Winston Churchill dijo una vez: «Un líder nunca debe desaprovechar una buena crisis». En la actualidad, los líderes siguen ese consejo, con el objetivo de impulsar a sus organizaciones, ante el incierto futuro que nos espera.

De la investigación que realicé con altos directivos de más de veinte organizaciones globales este mismo año, destacan tres estrategias que abarcan tanto la esfera personal como la profesional. Al combinarlas, crean un marco conceptual, para que líderes e innovadores aborden la conjunción de pérdidas y oportunidades de esta época sin precedentes.

Un marco conceptual construido sobre tres pilares:

  1. Adoptar la mentalidad «y». Los líderes parecen mostrar una habilidad excepcional para gestionar las situaciones simultáneamente desde dos perspectivas. Esto es lo que llamo la mentalidad «y», en contraposición a la mentalidad «o», donde solo se puede hacer una cosa en cada momento.

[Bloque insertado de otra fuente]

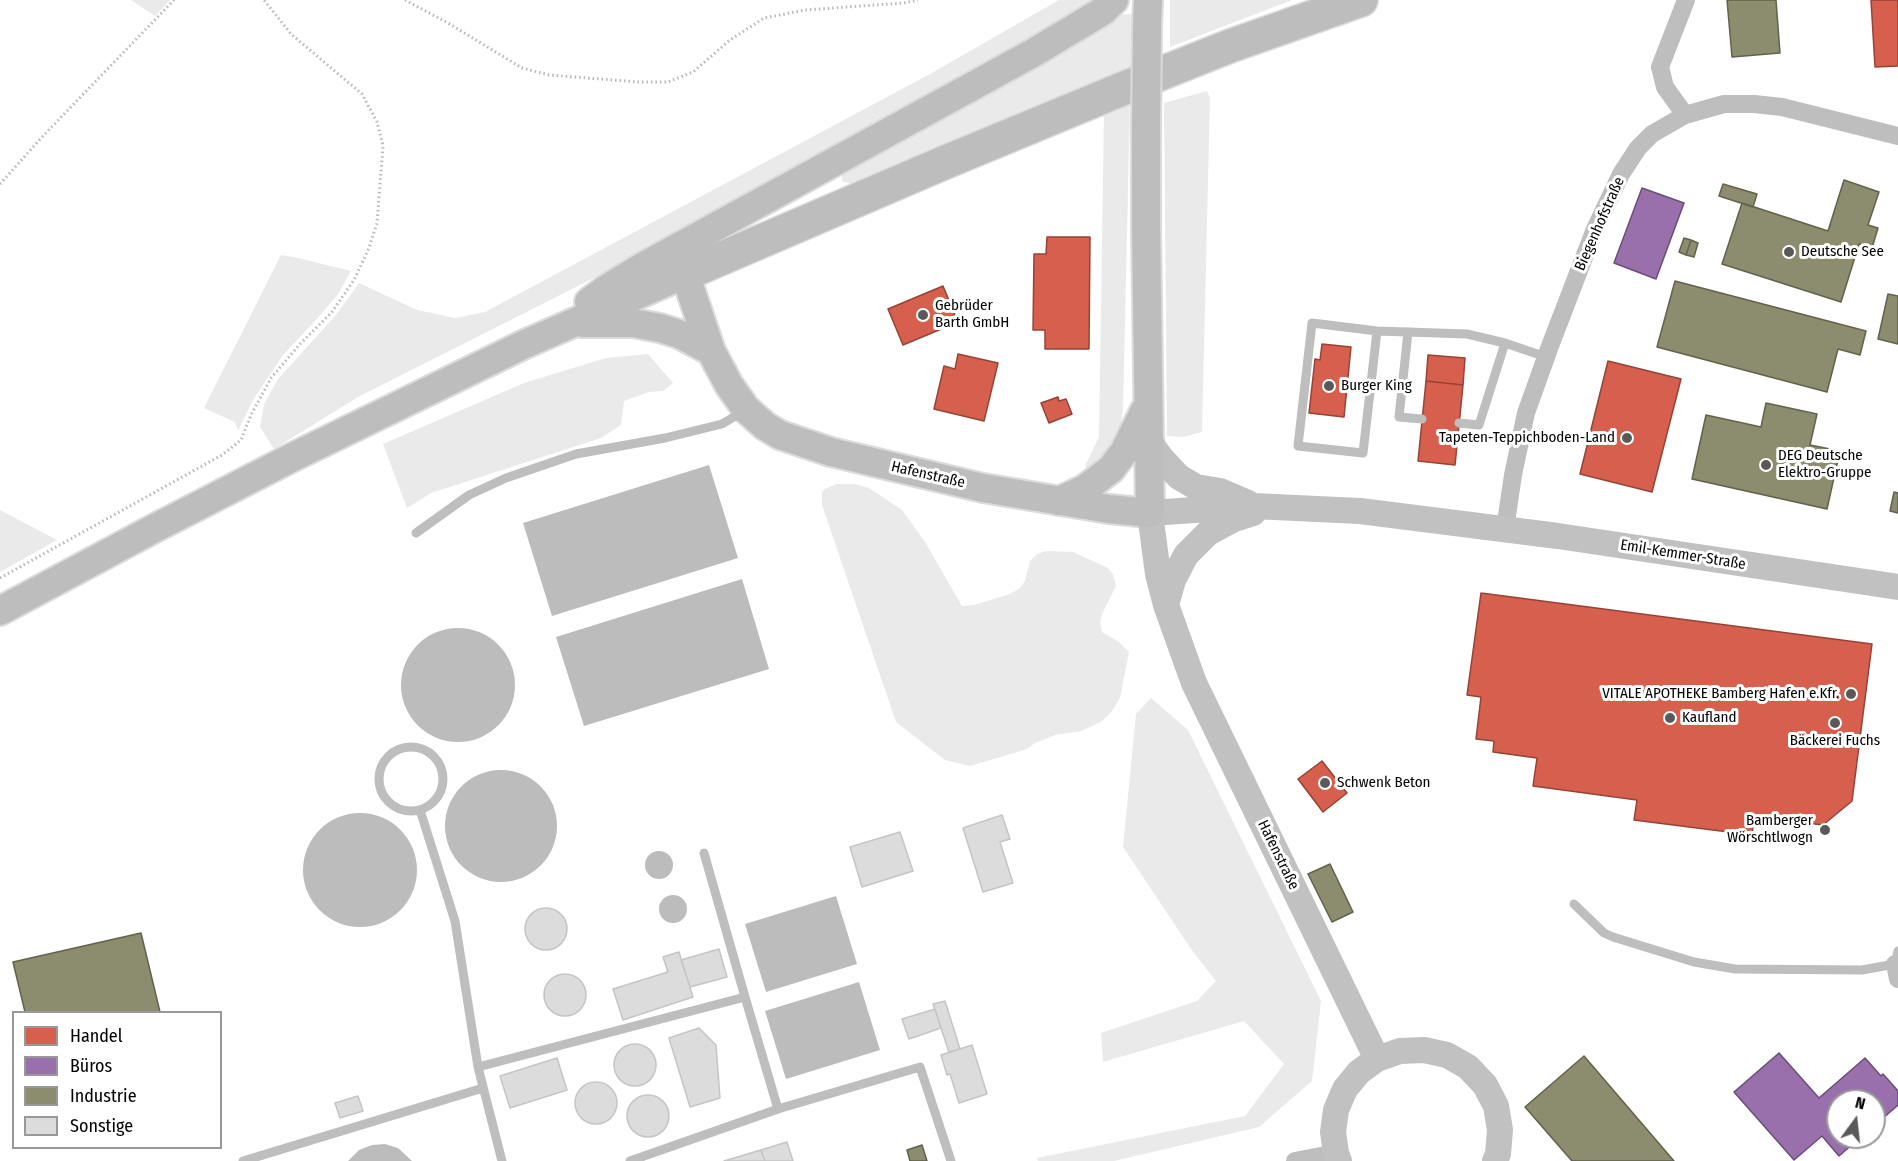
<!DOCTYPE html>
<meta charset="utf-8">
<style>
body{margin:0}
#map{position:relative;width:1898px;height:1161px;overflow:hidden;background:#fff;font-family:"Fira Sans Condensed",sans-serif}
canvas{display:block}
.legend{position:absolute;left:12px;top:1011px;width:210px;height:138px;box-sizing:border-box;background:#fff;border:2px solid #999;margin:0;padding:8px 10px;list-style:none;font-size:18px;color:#000}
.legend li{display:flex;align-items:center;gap:12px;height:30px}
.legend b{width:30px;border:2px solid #999}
.north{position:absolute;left:1826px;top:1089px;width:60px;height:60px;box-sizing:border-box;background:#fff;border:2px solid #999;border-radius:50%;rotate:15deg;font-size:16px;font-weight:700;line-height:24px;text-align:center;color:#000}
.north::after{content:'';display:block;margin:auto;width:21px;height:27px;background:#595959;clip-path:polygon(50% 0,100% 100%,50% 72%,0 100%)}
</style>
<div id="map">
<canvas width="1898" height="1161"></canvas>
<ul class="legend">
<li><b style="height:16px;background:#d6604d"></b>Handel</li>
<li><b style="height:16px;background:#9970ab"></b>Büros</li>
<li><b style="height:16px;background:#8c8c6e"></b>Industrie</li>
<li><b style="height:16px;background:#dcdcdc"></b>Sonstige</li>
</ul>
<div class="north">N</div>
</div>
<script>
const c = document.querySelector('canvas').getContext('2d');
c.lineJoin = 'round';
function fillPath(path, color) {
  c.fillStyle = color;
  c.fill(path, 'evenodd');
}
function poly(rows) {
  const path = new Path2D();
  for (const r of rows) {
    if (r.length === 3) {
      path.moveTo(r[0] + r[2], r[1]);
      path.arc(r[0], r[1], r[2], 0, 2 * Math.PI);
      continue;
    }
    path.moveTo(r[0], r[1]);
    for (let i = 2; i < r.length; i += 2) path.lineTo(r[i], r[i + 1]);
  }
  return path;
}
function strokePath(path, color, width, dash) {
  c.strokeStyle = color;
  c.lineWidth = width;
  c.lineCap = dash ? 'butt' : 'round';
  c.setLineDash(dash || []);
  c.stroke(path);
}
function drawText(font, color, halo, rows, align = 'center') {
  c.font = font + ' "Fira Sans Condensed",sans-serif';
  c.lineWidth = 6;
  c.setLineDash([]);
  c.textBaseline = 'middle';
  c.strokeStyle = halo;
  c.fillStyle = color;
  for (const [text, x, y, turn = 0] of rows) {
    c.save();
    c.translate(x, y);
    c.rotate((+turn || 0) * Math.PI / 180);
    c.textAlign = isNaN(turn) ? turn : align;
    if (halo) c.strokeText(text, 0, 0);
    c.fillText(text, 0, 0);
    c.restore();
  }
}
const green = poly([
 [131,0,170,0,155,16],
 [1059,0,1092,0,1087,6,687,231,358,397,274,449,260,427,264,404,278,379,336,315,359,283,417,310,455,318,485,312,930,74],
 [1170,0,1292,0,1170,47],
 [1132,14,1131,68,851,184,842,181,842,173,1073,46,1120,15],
 [1207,91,1210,98,1202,432,1183,437,1167,436,1164,103],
 [1130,102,1123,411,1119,434,1109,456,1091,472,1085,466,1099,437,1104,111],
 [281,255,294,257,351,271,338,294,316,320,283,355,253,400,238,431,235,422,204,408],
 [648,354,673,383,663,391,649,392,624,401,621,425,601,438,431,493,407,508,383,444,524,383,606,358],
 [836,484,855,484,869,488,902,510,925,542,962,606,974,605,1010,594,1020,588,1025,581,1030,561,1037,554,1046,551,1073,552,1108,568,1113,574,1116,586,1102,614,1100,622,1102,632,1119,642,1129,652,1120,698,1112,711,1101,722,1081,731,1055,735,1035,743,1027,749,970,766,945,760,896,722,822,505,822,492,825,489],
 [0,510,57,540,0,572],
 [1151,698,1188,730,1321,1001,1312,1081,1259,1127,1114,1161,1038,1161,1037,1158,1245,1116,1284,1064,1244,1021,1103,1062,1101,1033,1197,1001,1216,981,1191,949,1123,847,1136,714]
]);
const water = poly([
 [709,465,738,558,552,616,523,523],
 [742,579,769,669,584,726,556,637],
 [458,685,57],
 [501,826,56],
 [360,870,57],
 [659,865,14],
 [673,909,14],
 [836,896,857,964,766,992,745,924],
 [859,982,880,1050,786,1079,765,1011],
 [385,1144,398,1148,412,1161,348,1161,359,1150,372,1145]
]);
const shops = poly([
 [1871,0,1898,0,1898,66,1875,67,1871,0],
 [1047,237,1090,237,1089,349,1045,349,1045,330,1033,330,1034,254,1046,254,1047,237],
 [943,286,958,322,903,345,888,309,943,286],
 [1322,344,1351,347,1344,417,1309,413,1315,359,1320,360,1322,344],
 [958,354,998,363,984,421,934,409,944,366,955,369,958,354],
 [1428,355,1465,358,1463,385,1426,381,1428,355],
 [1608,361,1681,379,1652,492,1580,474,1608,361],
 [1426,381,1463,385,1455,465,1418,461,1426,381],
 [1058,397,1059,401,1066,399,1072,414,1049,423,1041,403,1058,397],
 [1481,593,1872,644,1852,801,1823,825,1754,816,1752,835,1634,820,1637,800,1533,786,1537,758,1493,752,1494,741,1476,739,1481,697,1467,695,1481,593],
 [1322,761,1347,793,1323,812,1298,779,1322,761]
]);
const offices = poly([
 [1642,188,1684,203,1656,279,1614,263,1642,188],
 [1779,1053,1819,1098,1865,1058,1881,1076,1883,1074,1898,1091,1898,1105,1874,1126,1874,1101,1838,1101,1838,1137,1861,1137,1839,1156,1822,1136,1794,1160,1734,1092,1779,1053]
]);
const industry = poly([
 [1727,0,1776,0,1780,53,1732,57,1727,0],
 [1844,180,1879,192,1868,225,1878,228,1872,248,1859,244,1841,302,1722,264,1742,203,1828,231,1844,180],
 [1723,184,1757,194,1753,207,1719,196,1723,184],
 [1684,238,1691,240,1686,255,1679,252,1684,238],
 [1691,240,1698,243,1694,257,1686,255,1691,240],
 [1675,281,1866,331,1860,355,1838,349,1827,392,1657,347,1675,281],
 [1888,294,1898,296,1898,344,1878,339,1888,294],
 [1766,403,1817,414,1810,445,1840,451,1827,509,1692,479,1706,415,1761,427,1766,403],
 [1894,492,1898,493,1898,513,1890,511,1894,492],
 [1330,864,1353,912,1332,922,1308,874,1330,864],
 [141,933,160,1012,25,1012,13,962,141,933],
 [1584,1056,1674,1161,1572,1161,1525,1107,1584,1056],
 [922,1145,927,1161,910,1161,907,1150,922,1145]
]);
const building = poly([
 [1002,815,1010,839,1000,842,1013,883,983,892,963,828,1002,815],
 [900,832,913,871,862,887,850,847,900,832],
 [546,929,21],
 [719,949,727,977,690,987,681,960,719,949],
 [679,952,693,997,623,1020,613,989,668,972,663,957,679,952],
 [565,995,21],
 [945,1001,960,1049,949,1052,933,1004,945,1001],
 [935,1009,941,1028,909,1039,902,1019,935,1009],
 [699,1028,716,1045,720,1098,690,1107,669,1038,699,1028],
 [635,1065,21],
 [972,1045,987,1094,959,1103,950,1074,947,1075,941,1055,972,1045],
 [557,1058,567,1090,510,1108,500,1076,557,1058],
 [596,1103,21],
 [648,1116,21],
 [358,1096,363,1111,340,1118,335,1103,358,1096],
 [787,1142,793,1161,765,1161,761,1150,787,1142],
 [761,1150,765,1161,724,1161,761,1150]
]);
const path = poly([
 [405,0,448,23,522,68,549,75,639,82,668,82,693,72,730,40,764,18,805,10,904,3,918,0],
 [0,184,42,137,174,0],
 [0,578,222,455,241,440,251,415,271,378,300,344,332,312,354,280,369,248,377,223,383,146,377,122,362,94,291,34,264,0]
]);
const lane = poly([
 [1377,331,1363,453,1298,446,1312,323,1377,331,1467,334,1505,343,1546,357],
 [1408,332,1399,417,1422,419],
 [1459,423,1479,425,1505,343],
 [416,533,469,495,506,478,576,454,665,438,722,424,744,411],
 [411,779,32],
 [420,810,455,921,478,1067,502,1161],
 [1574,904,1604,933,1613,937,1694,962,1735,969,1862,970,1895,964,1898,951],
 [478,1067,745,997,704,853],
 [778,1109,920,1067,951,1161],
 [243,1161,483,1088],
 [630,1161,778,1109,745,997]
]);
const street = poly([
 [1685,115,1665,87,1660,67,1686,0],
 [1505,529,1513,475,1526,413,1550,346,1595,229,1621,174,1638,148,1652,134,1685,115,1724,104,1754,104,1782,107,1898,136],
 [1895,964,1898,979],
 [1295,1161,1336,1153]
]);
const secondary = poly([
 [1148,440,1162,459,1179,477,1196,487,1220,491,1248,503],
 [1166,605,1173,580,1186,555,1208,533,1234,519,1253,513],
 [1377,1059,1194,683,1166,605,1158,574,1150,513,1253,506,1360,511,1558,536,1898,587],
 [1339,1161,1336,1153,1333,1132,1336,1110,1345,1089,1359,1072,1377,1059,1400,1051,1424,1050,1447,1055,1468,1067,1485,1085,1496,1106,1500,1130,1498,1154,1495,1161]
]);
const primary = poly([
 [1147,27,1148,0],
 [589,302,605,290,644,266,1033,53,1103,11,1114,0],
 [583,323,633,323,660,328,679,334,711,351],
 [1059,501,1085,489,1111,469,1124,452,1145,410],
 [0,611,155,528,293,457,525,344,685,274,711,351,729,385,746,409,765,426,780,435,831,452,983,488,1109,509,1150,513,1146,227,1146,127]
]);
const highway = poly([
 [685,274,941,164,1122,89,1230,46,1361,0]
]);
const primaryBridge = poly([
 [1146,127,1147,27]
]);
const markers = [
 [1789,252,6,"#595959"],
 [923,315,6,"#595959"],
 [1329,386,6,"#595959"],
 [1627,438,6,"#595959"],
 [1766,465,6,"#595959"],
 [1851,694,6,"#595959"],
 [1670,718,6,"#595959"],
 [1835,723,6,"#595959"],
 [1325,783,6,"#595959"],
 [1825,830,6,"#595959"]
];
const streetNames = [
 ["Biegenhofstraße",1600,224,-66],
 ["Hafenstraße",928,475,13],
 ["Emil-Kemmer-Straße",1683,555,9],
 ["Hafenstraße",1278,855,64]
];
const poiNames = [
 ["Deutsche See",1801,252],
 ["Gebrüder",935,306],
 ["Barth GmbH",935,323],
 ["Burger King",1341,386],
 ["Tapeten-Teppichboden-Land",1615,438,"right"],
 ["DEG Deutsche",1778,456],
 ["Elektro-Gruppe",1778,473],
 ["VITALE APOTHEKE Bamberg Hafen e.Kfr.",1839,694,"right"],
 ["Kaufland",1682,718],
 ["Bäckerei Fuchs",1835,741,"center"],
 ["Schwenk Beton",1337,783],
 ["Bamberger",1813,821,"right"],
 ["Wörschtlwogn",1813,838,"right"]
];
fillPath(green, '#eaeaea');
fillPath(water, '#bcbcbc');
fillPath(shops, '#d6604d');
strokePath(shops, '#964336', 1.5);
fillPath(offices, '#9970ab');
strokePath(offices, '#6b4e78', 1.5);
fillPath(industry, '#8c8c6e');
strokePath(industry, '#62624d', 1.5);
fillPath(building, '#dcdcdc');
strokePath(building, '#c5c5c5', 1.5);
strokePath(primary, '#dbdbdb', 32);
strokePath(highway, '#dbdbdb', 36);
strokePath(path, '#b8b8b8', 3, [1.5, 3]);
strokePath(lane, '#bebebe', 9);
strokePath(street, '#bebebe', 18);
strokePath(secondary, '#c1c1c1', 26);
strokePath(primary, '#bdbdbd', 28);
strokePath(highway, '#bdbdbd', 33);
strokePath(primaryBridge, '#dbdbdb', 32, []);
strokePath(primaryBridge, '#bdbdbd', 28);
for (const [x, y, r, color] of markers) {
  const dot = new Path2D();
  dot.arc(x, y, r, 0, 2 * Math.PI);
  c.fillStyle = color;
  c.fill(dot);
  strokePath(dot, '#fff', 2);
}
drawText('15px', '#000', '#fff', streetNames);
drawText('15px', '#000', '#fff', poiNames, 'left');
</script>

Una directora de información (CIO) con la que charlé manifestó que, después de dar una vuelta a su modelo basado en la financiación como gran prioridad, había optado por recortar costes e invertir al mismo tiempo.

Muchos directores han desplegado programas de respuesta a la crisis, divididos en múltiples fases, como método para que tanto ellos como sus equipos puedan manejar  múltiples prioridades, al mismo tiempo. En general, estos programas tienen tres fases que se solapan —respuesta rápida, vuelta tras el confinamiento y preparación de cara al futuro— pero otros tienen hasta cinco, incluidas las fases de «mejora» y «anticipación». Un informe de McKinsey  señala que los CIO tienen siete prioridades de respuesta a COVID-19.

Cada momento presenta sus propias prioridades. La fase de reacción inmediata se centra en el bienestar de la plantilla y la continuidad del negocio. En un plazo de tan solo ocho días, un CIO logró habilitar a más 350.000 empleados, para que trabajasen desde casa. En el futuro (más pronto que tarde, esperemos), seremos testigos de cómo las empresas inician transiciones para tomar medidas de calado, como cambios en el modelo de negocio. Por ejemplo, los directivos de compañías aéreas están tratando de acercarse a sectores de turismo adyacentes, como el negocio de los ferrocarriles.

  1. Percibir el tiempo como una dimensión maleable. Uno de los directivos que participaron en mi investigación me habló de experimentar una sensación similar a los relojes blandos que se derretían, en una obra del pintor surrealista Salvador Dalí. Para Ian Bremmer, presidente y fundador de Eurasia Group, es como si estuviésemos viviendo en los siglos XIX y XXI al mismo tiempo. Debido al teletrabajo y las rutinas del confinamiento, el tiempo se ha desacelerado.

Para otros, se ha acelerado. Por ejemplo, el gobierno de Flandes, en menos de dos semanas, desplegó una nueva aplicación web diseñada para automatizar la tramitación de solicitudes de emprendedores flamencos, para que pudiesen de esta forma recibir la ayuda financiera que asegurase la supervivencia de sus empresas, durante este tiempo. Las asambleas legislativas, vistas en general como demasiado atadas a tradiciones, han incorporado el voto electrónico. En solo cuatro semanas, el Parlamento de Reino Unido instaló y probó un sistema para emitir votos telemáticamente.

  1. Empatizar con las personas, los clientes y los profesionales por igual. Los líderes han llegado a la lógica conclusión de que en esta recesión habrá ganadores y perdedores muy claros. Un reciente informe enumera quince sectores en cada bando: los restaurantes serán, por ejemplo, los perdedores a corto plazo y los minoristas en línea los ganadores a corto y largo plazo.

Los líderes están cercanos a los clientes de estos sectores y adoptan la actitud apropiada, para articular el mejor discurso e identificar las medidas que se deberían tomar. Un entrevistado me comentó: «actualmente, es muy fácil que desafines, pero yo empiezo por escuchar con atención a los demás».

El diálogo es la herramienta que utilizan los directivos para reducir la incertidumbre y generar confianza, ya sea con clientes, socios o empleados que necesiten apoyo, porque se sienten desanimados, o porque los directivos no pueden gestionar la demanda acumulada (como los equipos de protección personal o las mascarillas), o por cualquier otro motivo.

En noviembre de 1942, con casi tres años por delante de combate global, Churchill declaró: «Esto no es el fin, ni siquiera el comienzo del final. Es, tal vez,  el final del principio». La expresión clave aquí es «tal vez», ya que en realidad no sabemos en qué punto del proceso de recuperación nos encontramos. En cualquier caso, serán los líderes que reconozcan y puedan lidiar con la actual incertidumbre los que estarán mejor situados para prosperar en el futuro.